You know that linear actuators move loads in a straight line, forward and/or backward. You know they can be powered by hydraulic fluid, compressed air, or electricity. Each type of actuator has its own pros and cons. So, when should you use electric linear actuators? They are quite versatile. Here are some examples.
9 Real-World Applications for Electric Linear Actuators
- Material handling. This is a universal need for every type of manufacturing operation.
- Robotics. The automotive industry and any number of others are now using robotics to improve production quality and accuracy and control production costs. Electric linear actuators meet the sophisticated needs of robotics. They can control and repeat extremely precise movements, control rate of acceleration and deceleration, and control the amount of force applied. And they can combine all these movements on multiple axes simultaneously.
- Food and beverage manufacturing. Cleanliness is critical in these industries, and electric linear actuators are both clean and quiet. In addition, food and beverage, medical device, semiconductor, and some other applications also require stringent washdown protocols. Electric actuators are corrosion-resistant and have a smooth design that offers few crevices where bacteria or dirt might accumulate.

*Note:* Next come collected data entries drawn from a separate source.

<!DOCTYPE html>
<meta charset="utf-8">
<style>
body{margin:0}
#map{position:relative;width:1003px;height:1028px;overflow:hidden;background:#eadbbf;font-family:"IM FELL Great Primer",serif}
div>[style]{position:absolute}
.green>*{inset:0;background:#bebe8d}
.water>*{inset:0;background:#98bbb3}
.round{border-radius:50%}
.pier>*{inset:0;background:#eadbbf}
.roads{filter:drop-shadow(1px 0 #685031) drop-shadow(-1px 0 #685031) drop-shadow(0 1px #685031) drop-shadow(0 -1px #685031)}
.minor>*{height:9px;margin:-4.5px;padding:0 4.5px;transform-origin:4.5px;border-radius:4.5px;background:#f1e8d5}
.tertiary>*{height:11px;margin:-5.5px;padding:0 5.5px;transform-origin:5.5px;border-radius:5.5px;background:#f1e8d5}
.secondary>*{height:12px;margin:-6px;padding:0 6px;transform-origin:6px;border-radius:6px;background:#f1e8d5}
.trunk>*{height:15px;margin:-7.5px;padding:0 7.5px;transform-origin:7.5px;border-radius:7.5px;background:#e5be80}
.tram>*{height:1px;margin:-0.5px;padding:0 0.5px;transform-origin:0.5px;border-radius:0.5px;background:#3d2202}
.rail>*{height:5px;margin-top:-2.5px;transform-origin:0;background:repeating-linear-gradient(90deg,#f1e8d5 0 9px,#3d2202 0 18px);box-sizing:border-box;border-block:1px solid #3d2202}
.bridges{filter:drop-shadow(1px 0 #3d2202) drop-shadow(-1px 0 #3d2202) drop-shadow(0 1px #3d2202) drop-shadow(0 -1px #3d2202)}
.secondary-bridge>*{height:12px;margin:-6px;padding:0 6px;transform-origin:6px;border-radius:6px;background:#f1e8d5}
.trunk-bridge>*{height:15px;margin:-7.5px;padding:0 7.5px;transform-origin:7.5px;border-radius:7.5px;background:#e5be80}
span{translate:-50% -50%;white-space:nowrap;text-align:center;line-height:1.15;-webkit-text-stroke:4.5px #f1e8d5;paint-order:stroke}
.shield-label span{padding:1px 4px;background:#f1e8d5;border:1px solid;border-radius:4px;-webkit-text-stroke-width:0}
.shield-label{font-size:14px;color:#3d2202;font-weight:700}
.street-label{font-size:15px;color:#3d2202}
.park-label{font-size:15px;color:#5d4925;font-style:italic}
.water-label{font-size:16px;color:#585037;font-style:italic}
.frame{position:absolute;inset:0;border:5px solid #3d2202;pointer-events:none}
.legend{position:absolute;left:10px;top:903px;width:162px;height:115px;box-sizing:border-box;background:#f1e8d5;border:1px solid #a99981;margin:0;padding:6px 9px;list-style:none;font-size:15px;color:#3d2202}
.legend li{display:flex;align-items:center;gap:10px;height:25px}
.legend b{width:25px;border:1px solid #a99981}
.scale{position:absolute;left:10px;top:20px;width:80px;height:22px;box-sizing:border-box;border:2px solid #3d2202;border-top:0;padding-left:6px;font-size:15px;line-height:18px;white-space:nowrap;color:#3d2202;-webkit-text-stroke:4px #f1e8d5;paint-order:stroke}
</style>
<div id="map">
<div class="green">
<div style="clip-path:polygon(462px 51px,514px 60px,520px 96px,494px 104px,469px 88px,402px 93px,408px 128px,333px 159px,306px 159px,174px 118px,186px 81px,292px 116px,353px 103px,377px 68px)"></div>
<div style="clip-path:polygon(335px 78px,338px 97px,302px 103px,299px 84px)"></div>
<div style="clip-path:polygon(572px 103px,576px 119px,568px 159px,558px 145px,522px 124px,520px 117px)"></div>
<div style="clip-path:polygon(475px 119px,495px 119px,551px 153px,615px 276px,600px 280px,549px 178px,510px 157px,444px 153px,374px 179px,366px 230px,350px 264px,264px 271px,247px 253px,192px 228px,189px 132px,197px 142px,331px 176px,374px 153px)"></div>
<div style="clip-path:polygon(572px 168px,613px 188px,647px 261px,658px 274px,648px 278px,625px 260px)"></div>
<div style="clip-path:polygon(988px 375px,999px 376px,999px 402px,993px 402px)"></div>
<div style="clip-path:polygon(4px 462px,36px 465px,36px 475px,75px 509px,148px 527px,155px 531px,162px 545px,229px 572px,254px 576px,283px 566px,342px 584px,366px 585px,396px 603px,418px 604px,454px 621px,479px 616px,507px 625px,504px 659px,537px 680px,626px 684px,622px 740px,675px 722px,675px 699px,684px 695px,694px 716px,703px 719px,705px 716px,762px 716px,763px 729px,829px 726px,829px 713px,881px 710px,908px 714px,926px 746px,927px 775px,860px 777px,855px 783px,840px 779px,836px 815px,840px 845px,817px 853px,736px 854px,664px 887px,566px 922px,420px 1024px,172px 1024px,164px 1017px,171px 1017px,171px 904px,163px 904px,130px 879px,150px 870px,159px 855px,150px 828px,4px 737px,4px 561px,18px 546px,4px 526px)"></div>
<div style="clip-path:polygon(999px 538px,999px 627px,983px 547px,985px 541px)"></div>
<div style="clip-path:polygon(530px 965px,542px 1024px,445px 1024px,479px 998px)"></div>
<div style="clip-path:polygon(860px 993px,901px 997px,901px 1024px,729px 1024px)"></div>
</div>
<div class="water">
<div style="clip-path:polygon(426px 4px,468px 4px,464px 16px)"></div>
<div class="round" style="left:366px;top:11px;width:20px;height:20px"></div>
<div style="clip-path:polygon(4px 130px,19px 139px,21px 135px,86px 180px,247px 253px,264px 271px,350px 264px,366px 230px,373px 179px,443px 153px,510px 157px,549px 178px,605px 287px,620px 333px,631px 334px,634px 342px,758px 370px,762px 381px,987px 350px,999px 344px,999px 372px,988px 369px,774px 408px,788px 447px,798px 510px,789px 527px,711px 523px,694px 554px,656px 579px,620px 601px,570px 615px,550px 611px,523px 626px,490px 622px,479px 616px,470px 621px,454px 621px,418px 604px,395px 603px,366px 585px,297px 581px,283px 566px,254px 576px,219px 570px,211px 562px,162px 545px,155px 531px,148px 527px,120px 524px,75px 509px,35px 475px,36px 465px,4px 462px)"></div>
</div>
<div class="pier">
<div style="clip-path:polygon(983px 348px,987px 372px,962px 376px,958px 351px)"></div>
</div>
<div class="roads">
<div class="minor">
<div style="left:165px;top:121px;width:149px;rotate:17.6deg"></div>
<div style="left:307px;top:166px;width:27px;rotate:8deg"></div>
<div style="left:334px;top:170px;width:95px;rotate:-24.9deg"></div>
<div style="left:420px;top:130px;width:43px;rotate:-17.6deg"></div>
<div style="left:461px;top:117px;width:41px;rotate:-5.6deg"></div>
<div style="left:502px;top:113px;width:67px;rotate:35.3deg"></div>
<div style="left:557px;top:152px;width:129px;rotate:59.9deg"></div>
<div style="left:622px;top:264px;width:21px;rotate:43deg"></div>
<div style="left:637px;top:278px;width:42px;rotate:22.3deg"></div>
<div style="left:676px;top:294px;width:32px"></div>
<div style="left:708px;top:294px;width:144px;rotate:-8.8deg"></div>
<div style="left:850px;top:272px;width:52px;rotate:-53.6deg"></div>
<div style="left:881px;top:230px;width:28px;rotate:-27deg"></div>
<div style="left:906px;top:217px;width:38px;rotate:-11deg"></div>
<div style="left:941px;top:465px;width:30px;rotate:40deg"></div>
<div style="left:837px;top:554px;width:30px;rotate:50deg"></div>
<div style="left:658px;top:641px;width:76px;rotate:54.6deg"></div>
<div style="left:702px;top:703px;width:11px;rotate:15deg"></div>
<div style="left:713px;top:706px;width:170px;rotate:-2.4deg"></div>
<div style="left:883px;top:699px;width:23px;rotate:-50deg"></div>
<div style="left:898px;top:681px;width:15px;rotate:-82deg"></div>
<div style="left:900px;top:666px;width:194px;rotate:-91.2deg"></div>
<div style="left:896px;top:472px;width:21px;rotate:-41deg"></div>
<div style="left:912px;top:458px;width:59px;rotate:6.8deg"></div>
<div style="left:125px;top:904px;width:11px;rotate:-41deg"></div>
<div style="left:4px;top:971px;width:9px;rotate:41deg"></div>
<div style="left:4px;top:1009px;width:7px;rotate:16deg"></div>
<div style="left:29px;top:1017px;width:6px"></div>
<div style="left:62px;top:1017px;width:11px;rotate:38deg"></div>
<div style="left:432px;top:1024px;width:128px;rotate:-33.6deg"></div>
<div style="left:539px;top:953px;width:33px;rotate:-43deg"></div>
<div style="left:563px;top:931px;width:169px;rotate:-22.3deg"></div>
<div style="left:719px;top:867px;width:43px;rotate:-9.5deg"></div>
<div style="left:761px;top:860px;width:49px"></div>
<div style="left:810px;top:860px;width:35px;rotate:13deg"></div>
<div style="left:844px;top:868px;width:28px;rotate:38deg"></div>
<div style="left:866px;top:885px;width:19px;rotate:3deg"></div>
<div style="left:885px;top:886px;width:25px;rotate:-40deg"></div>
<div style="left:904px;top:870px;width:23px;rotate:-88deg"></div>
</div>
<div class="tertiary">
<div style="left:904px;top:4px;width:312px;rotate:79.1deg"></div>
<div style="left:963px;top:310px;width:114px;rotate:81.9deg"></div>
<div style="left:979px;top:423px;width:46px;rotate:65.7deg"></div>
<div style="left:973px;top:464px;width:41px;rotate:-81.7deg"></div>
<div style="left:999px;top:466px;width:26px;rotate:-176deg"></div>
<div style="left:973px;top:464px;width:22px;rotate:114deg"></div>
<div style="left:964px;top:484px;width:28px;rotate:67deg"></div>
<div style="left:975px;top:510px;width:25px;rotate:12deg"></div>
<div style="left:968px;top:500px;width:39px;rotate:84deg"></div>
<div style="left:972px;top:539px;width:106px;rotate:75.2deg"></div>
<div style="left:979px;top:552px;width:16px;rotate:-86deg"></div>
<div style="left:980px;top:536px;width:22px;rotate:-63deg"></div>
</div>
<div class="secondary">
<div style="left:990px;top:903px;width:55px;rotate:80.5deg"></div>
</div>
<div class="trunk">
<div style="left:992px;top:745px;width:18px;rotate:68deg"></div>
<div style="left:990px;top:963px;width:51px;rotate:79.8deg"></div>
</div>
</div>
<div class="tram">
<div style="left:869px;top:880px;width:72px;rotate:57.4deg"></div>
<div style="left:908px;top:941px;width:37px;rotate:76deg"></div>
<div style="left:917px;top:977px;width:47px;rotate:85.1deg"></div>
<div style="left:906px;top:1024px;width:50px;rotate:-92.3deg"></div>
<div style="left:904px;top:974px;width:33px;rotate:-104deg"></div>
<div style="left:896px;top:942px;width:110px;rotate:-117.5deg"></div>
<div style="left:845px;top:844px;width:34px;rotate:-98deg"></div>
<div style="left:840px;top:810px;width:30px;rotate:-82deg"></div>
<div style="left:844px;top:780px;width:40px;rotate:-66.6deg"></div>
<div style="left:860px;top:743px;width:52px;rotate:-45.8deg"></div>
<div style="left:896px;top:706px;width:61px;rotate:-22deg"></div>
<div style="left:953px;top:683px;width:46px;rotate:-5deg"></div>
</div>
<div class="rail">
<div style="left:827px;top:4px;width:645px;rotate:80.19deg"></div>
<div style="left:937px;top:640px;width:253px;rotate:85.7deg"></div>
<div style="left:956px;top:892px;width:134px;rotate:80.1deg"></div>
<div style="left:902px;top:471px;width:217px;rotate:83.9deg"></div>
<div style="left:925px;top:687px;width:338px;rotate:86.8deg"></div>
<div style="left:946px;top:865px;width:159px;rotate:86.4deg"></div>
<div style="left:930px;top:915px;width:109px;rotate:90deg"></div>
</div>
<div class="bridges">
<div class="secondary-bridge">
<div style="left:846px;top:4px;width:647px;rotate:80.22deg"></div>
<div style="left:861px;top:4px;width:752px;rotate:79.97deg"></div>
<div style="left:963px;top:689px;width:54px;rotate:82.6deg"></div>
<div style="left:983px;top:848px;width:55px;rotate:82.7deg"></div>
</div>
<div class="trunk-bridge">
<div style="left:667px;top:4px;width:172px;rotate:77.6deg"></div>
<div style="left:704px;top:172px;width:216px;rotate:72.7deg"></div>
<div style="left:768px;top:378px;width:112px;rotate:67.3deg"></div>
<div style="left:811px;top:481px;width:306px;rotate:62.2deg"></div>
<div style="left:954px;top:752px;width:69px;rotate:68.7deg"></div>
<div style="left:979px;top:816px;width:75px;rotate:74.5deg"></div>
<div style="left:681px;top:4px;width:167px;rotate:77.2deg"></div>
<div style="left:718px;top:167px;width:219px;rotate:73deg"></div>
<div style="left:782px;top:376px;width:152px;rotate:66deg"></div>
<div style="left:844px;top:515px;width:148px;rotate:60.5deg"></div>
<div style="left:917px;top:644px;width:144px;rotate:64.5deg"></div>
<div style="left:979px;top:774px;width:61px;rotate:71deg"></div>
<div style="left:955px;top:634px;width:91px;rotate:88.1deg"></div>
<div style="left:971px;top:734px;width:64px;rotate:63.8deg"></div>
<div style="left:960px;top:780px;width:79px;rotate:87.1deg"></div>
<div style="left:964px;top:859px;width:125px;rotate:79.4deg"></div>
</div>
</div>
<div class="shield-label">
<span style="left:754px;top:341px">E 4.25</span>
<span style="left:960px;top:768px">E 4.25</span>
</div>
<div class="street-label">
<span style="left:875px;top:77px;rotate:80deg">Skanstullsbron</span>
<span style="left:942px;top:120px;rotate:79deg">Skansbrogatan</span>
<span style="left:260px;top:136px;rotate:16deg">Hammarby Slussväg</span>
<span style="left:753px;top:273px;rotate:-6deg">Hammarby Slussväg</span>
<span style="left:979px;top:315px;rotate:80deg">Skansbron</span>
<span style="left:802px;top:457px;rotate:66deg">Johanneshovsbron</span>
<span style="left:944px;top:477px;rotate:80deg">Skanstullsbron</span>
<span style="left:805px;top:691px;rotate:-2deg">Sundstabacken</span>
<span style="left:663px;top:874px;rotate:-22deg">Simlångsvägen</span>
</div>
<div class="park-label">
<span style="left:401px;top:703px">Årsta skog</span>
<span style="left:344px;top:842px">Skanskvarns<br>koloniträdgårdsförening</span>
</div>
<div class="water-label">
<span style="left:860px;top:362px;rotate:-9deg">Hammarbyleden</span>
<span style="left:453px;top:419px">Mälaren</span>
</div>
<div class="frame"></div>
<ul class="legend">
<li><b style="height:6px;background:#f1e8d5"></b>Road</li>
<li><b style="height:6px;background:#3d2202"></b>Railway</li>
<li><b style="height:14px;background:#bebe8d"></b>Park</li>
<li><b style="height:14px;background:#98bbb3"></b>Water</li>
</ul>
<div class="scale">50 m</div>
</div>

- Window automation. Manufacturing facilities and other large-scale indoor operations are constructed with heavy-duty ventilation systems, but in some cases, natural ventilation is also desirable, especially to help control indoor temperature. Electric linear actuators make it easy to remotely open and close heavy and/or high windows.
- Agricultural machinery. Although heavy equipment and attachments are often powered with hydraulics, machines that directly contact food or which require finessed movements can be fitted with electrical actuators instead. Examples include combines that thresh and convey grains, spreaders with adjustable nozzles, and even tractors.
- Solar panel operation. For optimal operation, solar panels must tilt to directly face the sun as it moves across the sky. Electric actuators enable commercial installations and utilities to efficiently and consistently control large solar farms.
- Cutting equipment. For example, factories that manufacture carpet or printing facilities may use electric actuators to raise and lower cutting blades. Again, cleanliness can be important in these environments even if it isn’t a food safety issue.
- Valve operation. Many types of processing plants incorporate valves to control the flow of raw materials and finished products throughout the facility.
- Non-Industrial Applications. We’re talking about how electric linear actuators are used in industrial applications, but they are also used increasingly in residential or office settings where hydraulics and pneumatics are not an option. They are tidy, clean, and simple. Electric actuators now offer easy remote operation of windows and window coverings, for example, strictly as a convenience feature or to assist disabled individuals.
Is Electric the Best Actuator for Your Application?
Depending on your operational requirements and working conditions, pneumatic actuators may be the better choice long-term. That’s especially true if your application will require high speed or force, but there are other factors to consider, as well. Electric actuators cost more up front, and even though they can be less expensive to operate, they are best-suited for situations where you need only a small number of actuators.